------ Extracted material

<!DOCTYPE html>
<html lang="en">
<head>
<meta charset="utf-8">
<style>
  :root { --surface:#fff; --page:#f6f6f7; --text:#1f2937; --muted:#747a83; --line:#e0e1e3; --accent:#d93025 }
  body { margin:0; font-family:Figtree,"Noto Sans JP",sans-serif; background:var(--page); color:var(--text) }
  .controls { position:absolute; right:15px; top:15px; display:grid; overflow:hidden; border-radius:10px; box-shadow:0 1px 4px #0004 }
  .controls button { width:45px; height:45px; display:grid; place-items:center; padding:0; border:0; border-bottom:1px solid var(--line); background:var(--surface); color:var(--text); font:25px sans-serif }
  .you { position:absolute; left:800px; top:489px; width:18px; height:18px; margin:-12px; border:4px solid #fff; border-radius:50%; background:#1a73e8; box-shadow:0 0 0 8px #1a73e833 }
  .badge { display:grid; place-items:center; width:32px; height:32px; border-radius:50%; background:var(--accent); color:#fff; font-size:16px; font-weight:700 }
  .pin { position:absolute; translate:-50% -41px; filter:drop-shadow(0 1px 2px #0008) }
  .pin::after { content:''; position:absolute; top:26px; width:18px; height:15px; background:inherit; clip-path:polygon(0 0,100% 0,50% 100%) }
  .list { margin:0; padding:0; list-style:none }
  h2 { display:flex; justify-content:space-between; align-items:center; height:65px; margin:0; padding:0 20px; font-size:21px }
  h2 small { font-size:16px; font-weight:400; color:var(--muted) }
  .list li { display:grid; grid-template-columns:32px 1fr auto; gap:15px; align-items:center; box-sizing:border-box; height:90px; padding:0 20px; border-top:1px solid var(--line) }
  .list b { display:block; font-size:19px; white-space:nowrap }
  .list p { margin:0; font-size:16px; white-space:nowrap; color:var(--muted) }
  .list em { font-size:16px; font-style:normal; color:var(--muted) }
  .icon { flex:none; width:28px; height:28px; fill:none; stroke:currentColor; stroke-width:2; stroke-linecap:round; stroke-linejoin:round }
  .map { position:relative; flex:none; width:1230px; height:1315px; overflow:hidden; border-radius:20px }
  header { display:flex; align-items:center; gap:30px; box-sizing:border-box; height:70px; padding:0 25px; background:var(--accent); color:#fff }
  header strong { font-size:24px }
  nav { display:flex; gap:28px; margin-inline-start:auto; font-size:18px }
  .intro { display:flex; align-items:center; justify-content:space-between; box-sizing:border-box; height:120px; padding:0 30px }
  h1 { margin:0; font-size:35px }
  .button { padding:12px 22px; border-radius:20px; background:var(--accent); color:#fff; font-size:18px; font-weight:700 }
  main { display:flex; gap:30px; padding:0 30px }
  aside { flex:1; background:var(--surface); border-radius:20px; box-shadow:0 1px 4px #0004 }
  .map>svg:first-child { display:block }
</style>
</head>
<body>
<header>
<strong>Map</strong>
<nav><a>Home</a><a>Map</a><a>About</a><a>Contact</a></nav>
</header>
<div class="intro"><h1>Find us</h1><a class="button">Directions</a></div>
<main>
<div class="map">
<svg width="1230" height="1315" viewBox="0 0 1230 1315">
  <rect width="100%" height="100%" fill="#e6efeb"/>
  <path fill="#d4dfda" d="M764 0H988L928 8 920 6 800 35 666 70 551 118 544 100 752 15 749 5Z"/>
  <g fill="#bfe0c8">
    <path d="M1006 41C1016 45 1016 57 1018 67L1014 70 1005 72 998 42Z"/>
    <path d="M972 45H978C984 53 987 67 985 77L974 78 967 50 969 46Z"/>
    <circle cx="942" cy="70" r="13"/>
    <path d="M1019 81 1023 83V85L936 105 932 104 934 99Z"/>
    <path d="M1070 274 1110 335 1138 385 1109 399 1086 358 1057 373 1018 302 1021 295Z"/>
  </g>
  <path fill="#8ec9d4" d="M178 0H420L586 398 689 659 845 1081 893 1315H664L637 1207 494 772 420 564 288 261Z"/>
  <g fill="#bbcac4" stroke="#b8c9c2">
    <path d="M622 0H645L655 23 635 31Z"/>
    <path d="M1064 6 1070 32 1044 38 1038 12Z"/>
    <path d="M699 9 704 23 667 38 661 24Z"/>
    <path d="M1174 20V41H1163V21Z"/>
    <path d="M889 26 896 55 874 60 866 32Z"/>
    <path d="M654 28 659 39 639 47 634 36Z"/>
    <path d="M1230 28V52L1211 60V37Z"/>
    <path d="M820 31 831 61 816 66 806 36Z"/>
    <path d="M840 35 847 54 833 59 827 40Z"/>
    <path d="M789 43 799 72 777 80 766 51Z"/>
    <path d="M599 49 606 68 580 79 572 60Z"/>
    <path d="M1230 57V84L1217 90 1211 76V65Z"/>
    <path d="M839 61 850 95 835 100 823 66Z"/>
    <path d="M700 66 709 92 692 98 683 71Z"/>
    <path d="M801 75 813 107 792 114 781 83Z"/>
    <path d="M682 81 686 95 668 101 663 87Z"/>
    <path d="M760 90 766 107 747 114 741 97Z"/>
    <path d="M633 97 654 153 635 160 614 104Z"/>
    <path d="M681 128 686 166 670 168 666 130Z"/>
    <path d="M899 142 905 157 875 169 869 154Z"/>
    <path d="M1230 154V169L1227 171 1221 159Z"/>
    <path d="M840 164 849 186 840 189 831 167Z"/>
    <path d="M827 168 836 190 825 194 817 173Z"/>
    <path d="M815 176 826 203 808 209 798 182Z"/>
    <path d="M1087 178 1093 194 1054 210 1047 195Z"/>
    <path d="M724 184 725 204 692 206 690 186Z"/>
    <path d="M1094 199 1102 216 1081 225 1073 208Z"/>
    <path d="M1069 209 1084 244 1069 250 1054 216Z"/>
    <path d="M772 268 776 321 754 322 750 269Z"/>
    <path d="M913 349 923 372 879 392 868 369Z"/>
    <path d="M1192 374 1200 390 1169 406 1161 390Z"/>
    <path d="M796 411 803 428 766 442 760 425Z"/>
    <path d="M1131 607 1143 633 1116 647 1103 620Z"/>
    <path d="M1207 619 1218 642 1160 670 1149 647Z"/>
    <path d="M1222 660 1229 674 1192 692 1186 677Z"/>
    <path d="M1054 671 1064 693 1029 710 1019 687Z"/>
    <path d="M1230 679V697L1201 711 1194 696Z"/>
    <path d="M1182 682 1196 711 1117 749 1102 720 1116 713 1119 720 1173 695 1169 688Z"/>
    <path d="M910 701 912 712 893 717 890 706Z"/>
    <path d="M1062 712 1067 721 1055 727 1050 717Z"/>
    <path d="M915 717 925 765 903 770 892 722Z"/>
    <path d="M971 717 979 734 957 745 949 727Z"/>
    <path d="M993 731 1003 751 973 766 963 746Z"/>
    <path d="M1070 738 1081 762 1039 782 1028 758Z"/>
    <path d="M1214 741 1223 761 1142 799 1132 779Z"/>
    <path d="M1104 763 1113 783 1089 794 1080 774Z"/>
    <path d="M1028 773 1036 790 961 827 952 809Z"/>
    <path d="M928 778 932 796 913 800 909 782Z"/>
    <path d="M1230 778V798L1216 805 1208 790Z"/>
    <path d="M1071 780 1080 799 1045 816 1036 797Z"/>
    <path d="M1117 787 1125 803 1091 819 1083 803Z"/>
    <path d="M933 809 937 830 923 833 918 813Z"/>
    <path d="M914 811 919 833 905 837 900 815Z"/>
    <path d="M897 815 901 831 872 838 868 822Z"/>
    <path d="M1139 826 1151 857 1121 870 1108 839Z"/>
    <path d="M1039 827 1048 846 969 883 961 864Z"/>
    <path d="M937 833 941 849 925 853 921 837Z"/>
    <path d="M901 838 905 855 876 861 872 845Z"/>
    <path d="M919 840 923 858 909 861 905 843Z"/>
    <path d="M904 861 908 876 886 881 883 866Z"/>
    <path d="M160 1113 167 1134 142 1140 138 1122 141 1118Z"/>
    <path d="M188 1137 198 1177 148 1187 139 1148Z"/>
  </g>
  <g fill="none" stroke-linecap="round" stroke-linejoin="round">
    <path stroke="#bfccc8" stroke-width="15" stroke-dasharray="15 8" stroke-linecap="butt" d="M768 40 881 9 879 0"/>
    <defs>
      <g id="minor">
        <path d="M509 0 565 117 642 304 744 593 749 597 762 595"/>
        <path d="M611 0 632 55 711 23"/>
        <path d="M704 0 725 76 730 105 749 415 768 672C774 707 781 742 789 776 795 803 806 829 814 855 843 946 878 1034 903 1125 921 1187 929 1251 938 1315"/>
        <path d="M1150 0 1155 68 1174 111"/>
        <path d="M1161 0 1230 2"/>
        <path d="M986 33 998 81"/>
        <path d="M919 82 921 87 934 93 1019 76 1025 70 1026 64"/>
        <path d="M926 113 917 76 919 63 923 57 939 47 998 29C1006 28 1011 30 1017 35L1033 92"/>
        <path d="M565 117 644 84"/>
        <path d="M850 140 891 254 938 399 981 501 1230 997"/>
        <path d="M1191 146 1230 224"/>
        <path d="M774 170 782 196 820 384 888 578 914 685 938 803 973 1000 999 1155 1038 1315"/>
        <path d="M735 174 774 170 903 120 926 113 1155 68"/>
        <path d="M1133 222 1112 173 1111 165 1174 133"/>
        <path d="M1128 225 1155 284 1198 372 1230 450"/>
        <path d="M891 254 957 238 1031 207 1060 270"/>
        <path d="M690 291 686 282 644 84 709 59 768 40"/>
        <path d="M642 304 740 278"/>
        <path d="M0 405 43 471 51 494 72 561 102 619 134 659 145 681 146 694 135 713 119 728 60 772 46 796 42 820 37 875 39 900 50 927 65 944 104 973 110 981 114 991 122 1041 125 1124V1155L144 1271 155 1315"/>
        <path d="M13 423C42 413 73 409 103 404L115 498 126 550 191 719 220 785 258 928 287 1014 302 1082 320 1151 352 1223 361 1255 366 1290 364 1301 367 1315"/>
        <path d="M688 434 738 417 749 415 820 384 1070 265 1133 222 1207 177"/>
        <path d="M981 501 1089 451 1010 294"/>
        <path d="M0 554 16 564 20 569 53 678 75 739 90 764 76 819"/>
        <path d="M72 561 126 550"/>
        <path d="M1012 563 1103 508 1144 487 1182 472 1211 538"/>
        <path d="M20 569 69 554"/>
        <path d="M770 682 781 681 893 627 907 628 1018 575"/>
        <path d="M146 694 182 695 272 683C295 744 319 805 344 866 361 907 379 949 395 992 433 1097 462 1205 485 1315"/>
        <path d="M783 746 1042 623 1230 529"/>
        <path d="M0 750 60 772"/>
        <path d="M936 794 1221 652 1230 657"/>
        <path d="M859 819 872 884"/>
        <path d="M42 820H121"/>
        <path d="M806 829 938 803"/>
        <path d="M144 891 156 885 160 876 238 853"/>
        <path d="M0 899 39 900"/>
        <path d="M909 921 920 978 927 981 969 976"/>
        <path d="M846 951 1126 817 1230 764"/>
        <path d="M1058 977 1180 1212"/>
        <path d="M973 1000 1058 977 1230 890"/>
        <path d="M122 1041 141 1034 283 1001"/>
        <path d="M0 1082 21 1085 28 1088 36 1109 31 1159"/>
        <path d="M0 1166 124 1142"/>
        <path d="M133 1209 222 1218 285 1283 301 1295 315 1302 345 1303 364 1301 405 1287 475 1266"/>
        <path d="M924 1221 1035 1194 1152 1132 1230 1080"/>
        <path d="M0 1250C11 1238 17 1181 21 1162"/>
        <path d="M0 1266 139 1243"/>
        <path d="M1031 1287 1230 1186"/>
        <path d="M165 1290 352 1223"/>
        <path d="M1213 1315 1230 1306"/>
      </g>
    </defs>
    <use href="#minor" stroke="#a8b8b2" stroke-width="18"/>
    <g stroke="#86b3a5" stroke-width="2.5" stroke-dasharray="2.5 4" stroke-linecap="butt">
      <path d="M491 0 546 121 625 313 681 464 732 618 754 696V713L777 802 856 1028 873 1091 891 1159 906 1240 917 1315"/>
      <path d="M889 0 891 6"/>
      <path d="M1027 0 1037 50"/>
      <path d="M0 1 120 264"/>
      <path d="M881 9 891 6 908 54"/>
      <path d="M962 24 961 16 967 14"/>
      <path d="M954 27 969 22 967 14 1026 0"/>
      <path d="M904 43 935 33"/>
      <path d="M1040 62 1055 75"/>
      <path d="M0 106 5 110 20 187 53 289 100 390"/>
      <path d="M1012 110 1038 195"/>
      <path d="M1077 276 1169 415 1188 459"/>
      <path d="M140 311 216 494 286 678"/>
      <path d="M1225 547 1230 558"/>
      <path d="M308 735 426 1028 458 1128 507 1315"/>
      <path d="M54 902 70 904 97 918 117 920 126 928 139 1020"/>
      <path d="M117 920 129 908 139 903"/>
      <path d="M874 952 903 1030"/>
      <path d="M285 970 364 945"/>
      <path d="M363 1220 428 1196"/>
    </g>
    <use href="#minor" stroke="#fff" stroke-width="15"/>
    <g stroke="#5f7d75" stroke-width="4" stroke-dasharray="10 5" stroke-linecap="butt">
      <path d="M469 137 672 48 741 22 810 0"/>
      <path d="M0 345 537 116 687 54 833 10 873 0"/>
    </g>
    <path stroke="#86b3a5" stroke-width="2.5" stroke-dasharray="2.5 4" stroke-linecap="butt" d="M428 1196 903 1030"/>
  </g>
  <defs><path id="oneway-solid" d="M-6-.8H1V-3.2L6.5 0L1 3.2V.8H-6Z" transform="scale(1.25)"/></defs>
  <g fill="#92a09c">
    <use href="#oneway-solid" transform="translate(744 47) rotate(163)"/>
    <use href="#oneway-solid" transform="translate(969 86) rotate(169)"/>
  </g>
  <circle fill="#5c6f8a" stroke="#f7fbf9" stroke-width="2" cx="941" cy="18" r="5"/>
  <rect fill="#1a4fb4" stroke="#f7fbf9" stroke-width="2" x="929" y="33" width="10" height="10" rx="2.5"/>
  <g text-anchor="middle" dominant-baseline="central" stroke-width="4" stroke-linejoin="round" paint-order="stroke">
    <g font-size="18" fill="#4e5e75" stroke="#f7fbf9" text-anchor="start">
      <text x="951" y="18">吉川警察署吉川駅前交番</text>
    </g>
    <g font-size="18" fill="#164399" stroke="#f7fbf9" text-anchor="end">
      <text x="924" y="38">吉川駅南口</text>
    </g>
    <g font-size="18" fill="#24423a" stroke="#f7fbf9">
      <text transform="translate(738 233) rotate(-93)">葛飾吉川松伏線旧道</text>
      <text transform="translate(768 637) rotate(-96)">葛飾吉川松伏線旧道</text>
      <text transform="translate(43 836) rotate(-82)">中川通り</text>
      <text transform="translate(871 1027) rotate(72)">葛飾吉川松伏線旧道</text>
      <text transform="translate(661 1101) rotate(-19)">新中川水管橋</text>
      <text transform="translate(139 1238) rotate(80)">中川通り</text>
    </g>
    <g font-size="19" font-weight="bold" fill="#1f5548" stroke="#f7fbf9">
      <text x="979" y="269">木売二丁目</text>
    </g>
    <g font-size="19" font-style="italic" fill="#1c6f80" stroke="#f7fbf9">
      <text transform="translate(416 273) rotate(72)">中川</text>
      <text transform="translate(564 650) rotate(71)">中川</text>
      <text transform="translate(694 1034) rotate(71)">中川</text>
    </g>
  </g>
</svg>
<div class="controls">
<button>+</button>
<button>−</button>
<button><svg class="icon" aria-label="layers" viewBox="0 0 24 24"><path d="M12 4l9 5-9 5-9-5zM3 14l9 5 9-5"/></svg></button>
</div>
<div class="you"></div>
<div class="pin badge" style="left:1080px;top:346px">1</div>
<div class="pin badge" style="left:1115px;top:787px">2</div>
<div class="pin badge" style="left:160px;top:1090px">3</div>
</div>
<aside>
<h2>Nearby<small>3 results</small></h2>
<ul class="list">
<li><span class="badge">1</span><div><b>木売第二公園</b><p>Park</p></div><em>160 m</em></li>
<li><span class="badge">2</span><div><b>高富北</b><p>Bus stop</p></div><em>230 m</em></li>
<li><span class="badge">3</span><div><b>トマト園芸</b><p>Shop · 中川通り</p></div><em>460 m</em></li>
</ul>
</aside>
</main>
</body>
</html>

------------

Which of the lines above carry the string "style"? Pick them out and copy them.

▶ Your solution:
<style>
  .list { margin:0; padding:0; list-style:none }
  .list em { font-size:16px; font-style:normal; color:var(--muted) }
</style>
    <g font-size="19" font-style="italic" fill="#1c6f80" stroke="#f7fbf9">
<div class="pin badge" style="left:1080px;top:346px">1</div>
<div class="pin badge" style="left:1115px;top:787px">2</div>
<div class="pin badge" style="left:160px;top:1090px">3</div>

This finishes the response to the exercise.